── Information given ──

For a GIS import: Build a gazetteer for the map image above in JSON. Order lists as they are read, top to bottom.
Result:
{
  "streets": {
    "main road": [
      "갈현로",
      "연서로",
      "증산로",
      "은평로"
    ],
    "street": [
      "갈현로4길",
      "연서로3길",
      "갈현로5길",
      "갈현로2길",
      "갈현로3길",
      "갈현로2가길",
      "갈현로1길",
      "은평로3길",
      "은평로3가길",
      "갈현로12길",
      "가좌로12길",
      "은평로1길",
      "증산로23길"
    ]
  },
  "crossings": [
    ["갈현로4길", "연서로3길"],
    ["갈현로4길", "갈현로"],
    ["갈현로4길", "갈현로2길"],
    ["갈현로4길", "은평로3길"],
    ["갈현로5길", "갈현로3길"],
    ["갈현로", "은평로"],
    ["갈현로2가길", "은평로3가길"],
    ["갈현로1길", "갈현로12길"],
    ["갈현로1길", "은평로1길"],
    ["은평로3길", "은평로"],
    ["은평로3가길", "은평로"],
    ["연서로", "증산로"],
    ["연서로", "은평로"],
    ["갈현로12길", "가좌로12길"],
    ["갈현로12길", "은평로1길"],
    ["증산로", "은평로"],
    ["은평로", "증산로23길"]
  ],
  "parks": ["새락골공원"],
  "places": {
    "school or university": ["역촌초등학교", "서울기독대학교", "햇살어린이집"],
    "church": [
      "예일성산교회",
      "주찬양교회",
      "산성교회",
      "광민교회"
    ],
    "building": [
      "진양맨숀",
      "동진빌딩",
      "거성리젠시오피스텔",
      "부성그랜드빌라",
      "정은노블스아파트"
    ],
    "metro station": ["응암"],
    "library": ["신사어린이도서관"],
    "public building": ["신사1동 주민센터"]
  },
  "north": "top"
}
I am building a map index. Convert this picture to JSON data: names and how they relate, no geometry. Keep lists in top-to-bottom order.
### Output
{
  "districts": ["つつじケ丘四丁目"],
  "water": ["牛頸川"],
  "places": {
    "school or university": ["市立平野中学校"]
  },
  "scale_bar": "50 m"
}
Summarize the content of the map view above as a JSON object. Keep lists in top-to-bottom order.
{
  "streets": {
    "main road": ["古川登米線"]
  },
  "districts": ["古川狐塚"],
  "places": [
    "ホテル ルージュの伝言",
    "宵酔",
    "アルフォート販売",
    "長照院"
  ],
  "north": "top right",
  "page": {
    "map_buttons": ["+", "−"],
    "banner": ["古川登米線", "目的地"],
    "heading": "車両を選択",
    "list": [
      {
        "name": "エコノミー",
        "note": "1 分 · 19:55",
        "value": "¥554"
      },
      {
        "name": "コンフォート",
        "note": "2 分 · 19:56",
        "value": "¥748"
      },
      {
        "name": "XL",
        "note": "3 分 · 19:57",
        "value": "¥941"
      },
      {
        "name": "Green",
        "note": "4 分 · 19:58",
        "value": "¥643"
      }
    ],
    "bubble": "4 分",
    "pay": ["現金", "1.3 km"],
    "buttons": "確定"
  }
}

───

Repeat the lines above exactly.

- **Solved exercise**:
For a GIS import: Build a gazetteer for the map image above in JSON. Order lists as they are read, top to bottom.
Result:
{
  "streets": {
    "main road": [
      "갈현로",
      "연서로",
      "증산로",
      "은평로"
    ],
    "street": [
      "갈현로4길",
      "연서로3길",
      "갈현로5길",
      "갈현로2길",
      "갈현로3길",
      "갈현로2가길",
      "갈현로1길",
      "은평로3길",
      "은평로3가길",
      "갈현로12길",
      "가좌로12길",
      "은평로1길",
      "증산로23길"
    ]
  },
  "crossings": [
    ["갈현로4길", "연서로3길"],
    ["갈현로4길", "갈현로"],
    ["갈현로4길", "갈현로2길"],
    ["갈현로4길", "은평로3길"],
    ["갈현로5길", "갈현로3길"],
    ["갈현로", "은평로"],
    ["갈현로2가길", "은평로3가길"],
    ["갈현로1길", "갈현로12길"],
    ["갈현로1길", "은평로1길"],
    ["은평로3길", "은평로"],
    ["은평로3가길", "은평로"],
    ["연서로", "증산로"],
    ["연서로", "은평로"],
    ["갈현로12길", "가좌로12길"],
    ["갈현로12길", "은평로1길"],
    ["증산로", "은평로"],
    ["은평로", "증산로23길"]
  ],
  "parks": ["새락골공원"],
  "places": {
    "school or university": ["역촌초등학교", "서울기독대학교", "햇살어린이집"],
    "church": [
      "예일성산교회",
      "주찬양교회",
      "산성교회",
      "광민교회"
    ],
    "building": [
      "진양맨숀",
      "동진빌딩",
      "거성리젠시오피스텔",
      "부성그랜드빌라",
      "정은노블스아파트"
    ],
    "metro station": ["응암"],
    "library": ["신사어린이도서관"],
    "public building": ["신사1동 주민센터"]
  },
  "north": "top"
}
I am building a map index. Convert this picture to JSON data: names and how they relate, no geometry. Keep lists in top-to-bottom order.
### Output
{
  "districts": ["つつじケ丘四丁目"],
  "water": ["牛頸川"],
  "places": {
    "school or university": ["市立平野中学校"]
  },
  "scale_bar": "50 m"
}
Summarize the content of the map view above as a JSON object. Keep lists in top-to-bottom order.
{
  "streets": {
    "main road": ["古川登米線"]
  },
  "districts": ["古川狐塚"],
  "places": [
    "ホテル ルージュの伝言",
    "宵酔",
    "アルフォート販売",
    "長照院"
  ],
  "north": "top right",
  "page": {
    "map_buttons": ["+", "−"],
    "banner": ["古川登米線", "目的地"],
    "heading": "車両を選択",
    "list": [
      {
        "name": "エコノミー",
        "note": "1 分 · 19:55",
        "value": "¥554"
      },
      {
        "name": "コンフォート",
        "note": "2 分 · 19:56",
        "value": "¥748"
      },
      {
        "name": "XL",
        "note": "3 分 · 19:57",
        "value": "¥941"
      },
      {
        "name": "Green",
        "note": "4 分 · 19:58",
        "value": "¥643"
      }
    ],
    "bubble": "4 分",
    "pay": ["現金", "1.3 km"],
    "buttons": "確定"
  }
}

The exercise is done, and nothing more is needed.